> [Data records]
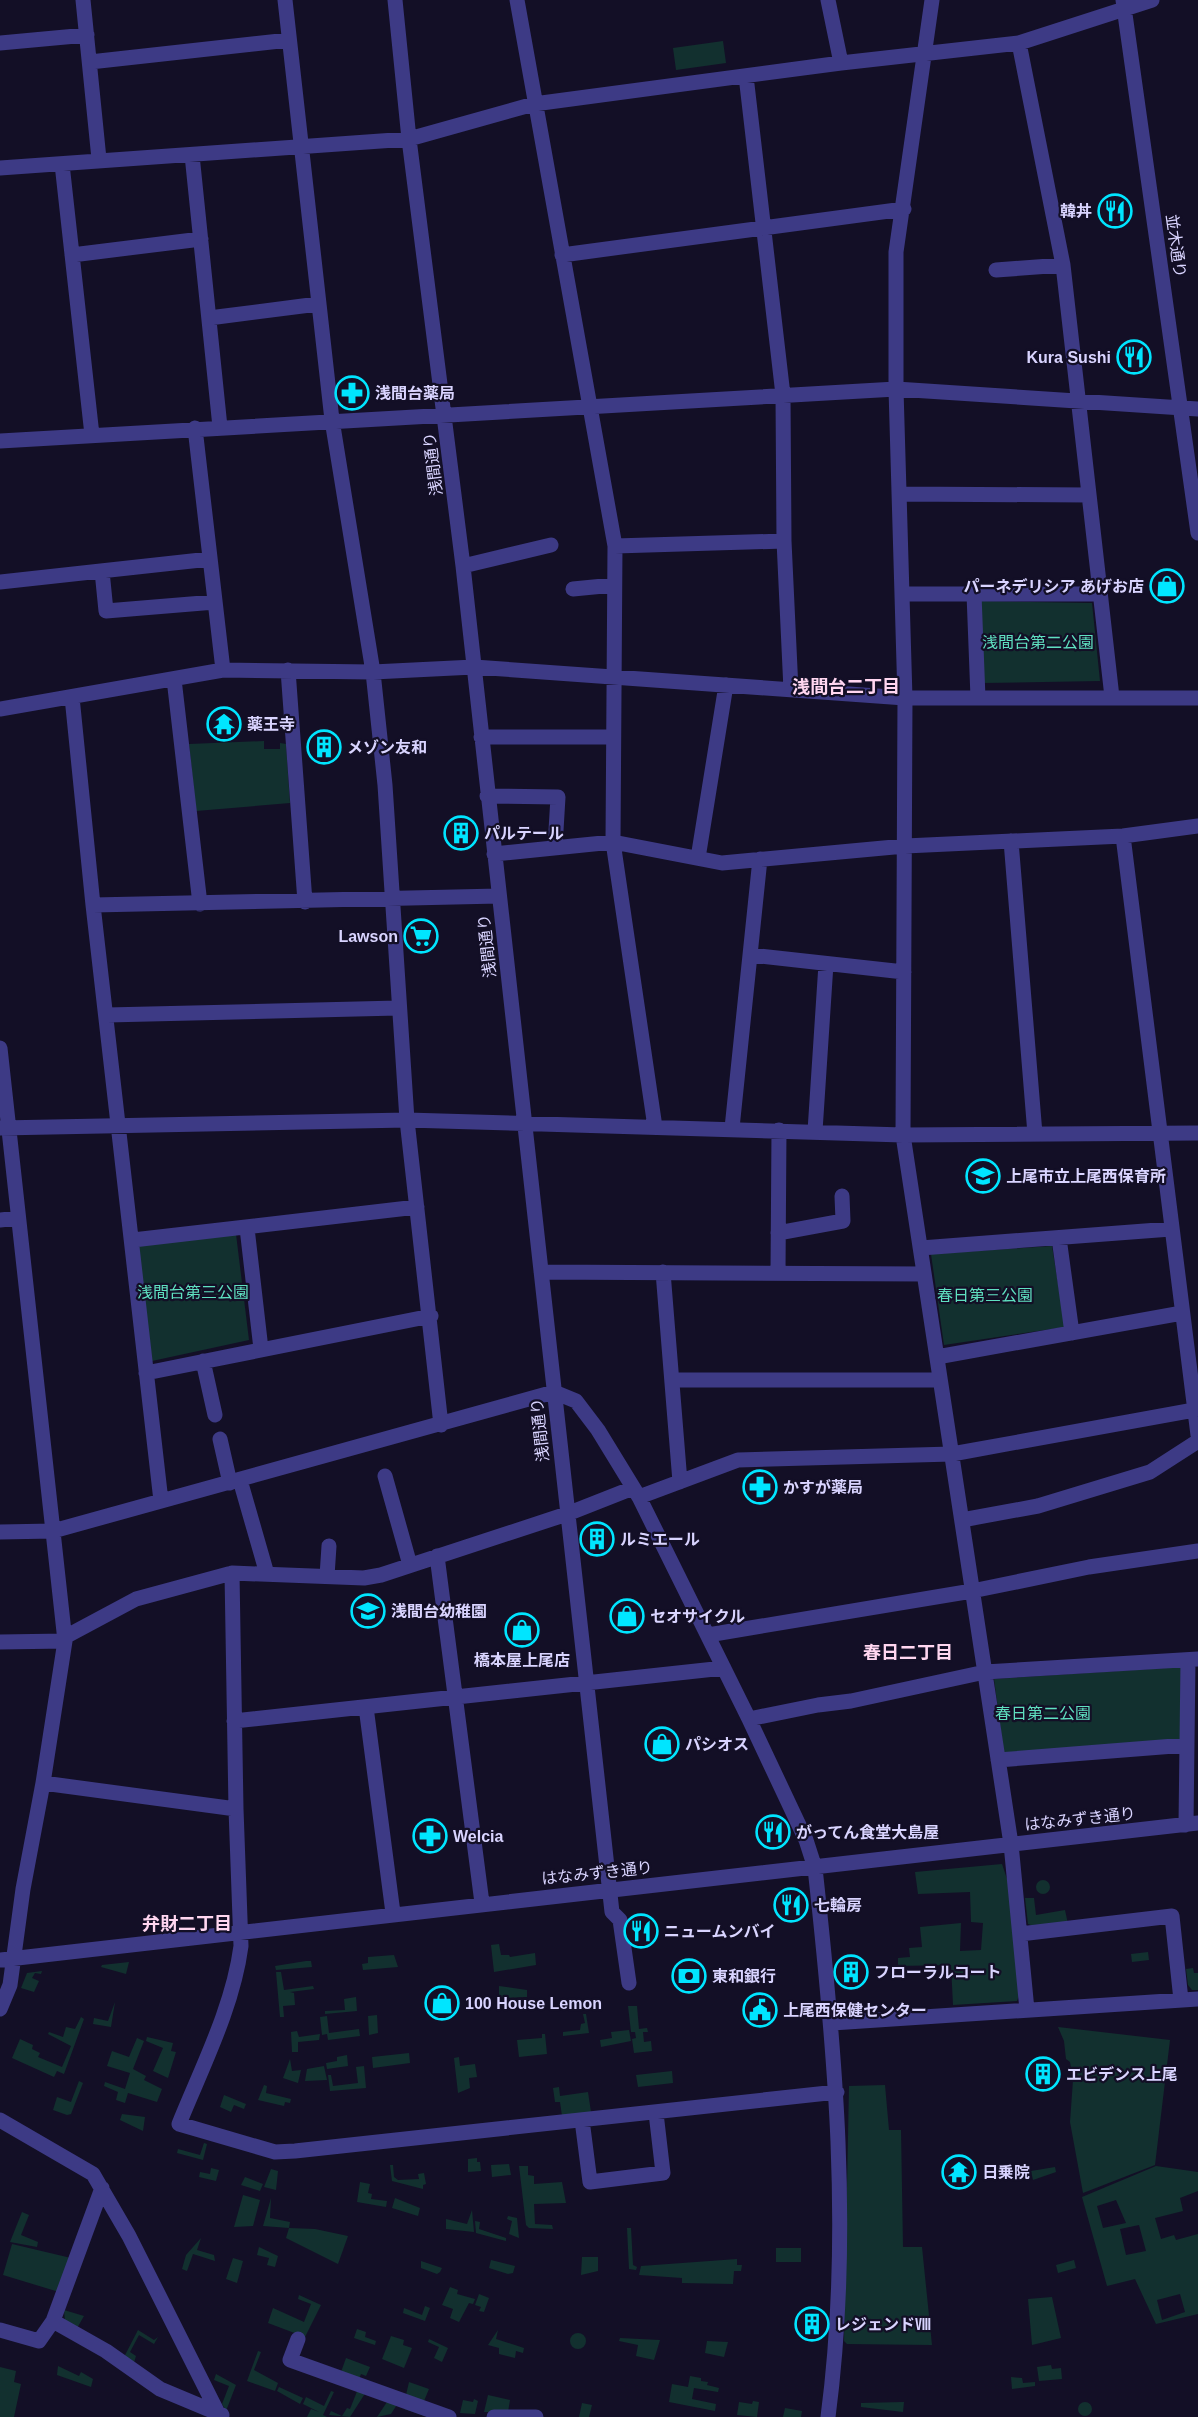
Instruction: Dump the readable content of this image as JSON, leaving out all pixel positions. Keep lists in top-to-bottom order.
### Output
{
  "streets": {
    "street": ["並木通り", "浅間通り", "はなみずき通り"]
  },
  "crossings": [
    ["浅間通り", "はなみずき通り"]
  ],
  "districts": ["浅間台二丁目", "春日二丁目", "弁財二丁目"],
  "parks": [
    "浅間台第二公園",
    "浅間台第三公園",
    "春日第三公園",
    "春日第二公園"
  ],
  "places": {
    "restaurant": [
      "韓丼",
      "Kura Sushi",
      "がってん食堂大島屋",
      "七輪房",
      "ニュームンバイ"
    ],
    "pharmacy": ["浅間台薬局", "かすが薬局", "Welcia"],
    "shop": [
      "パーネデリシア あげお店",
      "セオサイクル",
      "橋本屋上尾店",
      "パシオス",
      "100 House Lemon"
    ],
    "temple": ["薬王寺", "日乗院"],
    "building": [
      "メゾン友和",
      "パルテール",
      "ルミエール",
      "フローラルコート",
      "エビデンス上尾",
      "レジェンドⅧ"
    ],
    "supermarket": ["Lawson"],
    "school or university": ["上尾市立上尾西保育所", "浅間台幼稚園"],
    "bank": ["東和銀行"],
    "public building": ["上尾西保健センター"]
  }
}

> [Required action] What is needed is a word-for-word copy of the data, minus its pictures.

> [Exercise solution]
Instruction: Dump the readable content of this image as JSON, leaving out all pixel positions. Keep lists in top-to-bottom order.
### Output
{
  "streets": {
    "street": ["並木通り", "浅間通り", "はなみずき通り"]
  },
  "crossings": [
    ["浅間通り", "はなみずき通り"]
  ],
  "districts": ["浅間台二丁目", "春日二丁目", "弁財二丁目"],
  "parks": [
    "浅間台第二公園",
    "浅間台第三公園",
    "春日第三公園",
    "春日第二公園"
  ],
  "places": {
    "restaurant": [
      "韓丼",
      "Kura Sushi",
      "がってん食堂大島屋",
      "七輪房",
      "ニュームンバイ"
    ],
    "pharmacy": ["浅間台薬局", "かすが薬局", "Welcia"],
    "shop": [
      "パーネデリシア あげお店",
      "セオサイクル",
      "橋本屋上尾店",
      "パシオス",
      "100 House Lemon"
    ],
    "temple": ["薬王寺", "日乗院"],
    "building": [
      "メゾン友和",
      "パルテール",
      "ルミエール",
      "フローラルコート",
      "エビデンス上尾",
      "レジェンドⅧ"
    ],
    "supermarket": ["Lawson"],
    "school or university": ["上尾市立上尾西保育所", "浅間台幼稚園"],
    "bank": ["東和銀行"],
    "public building": ["上尾西保健センター"]
  }
}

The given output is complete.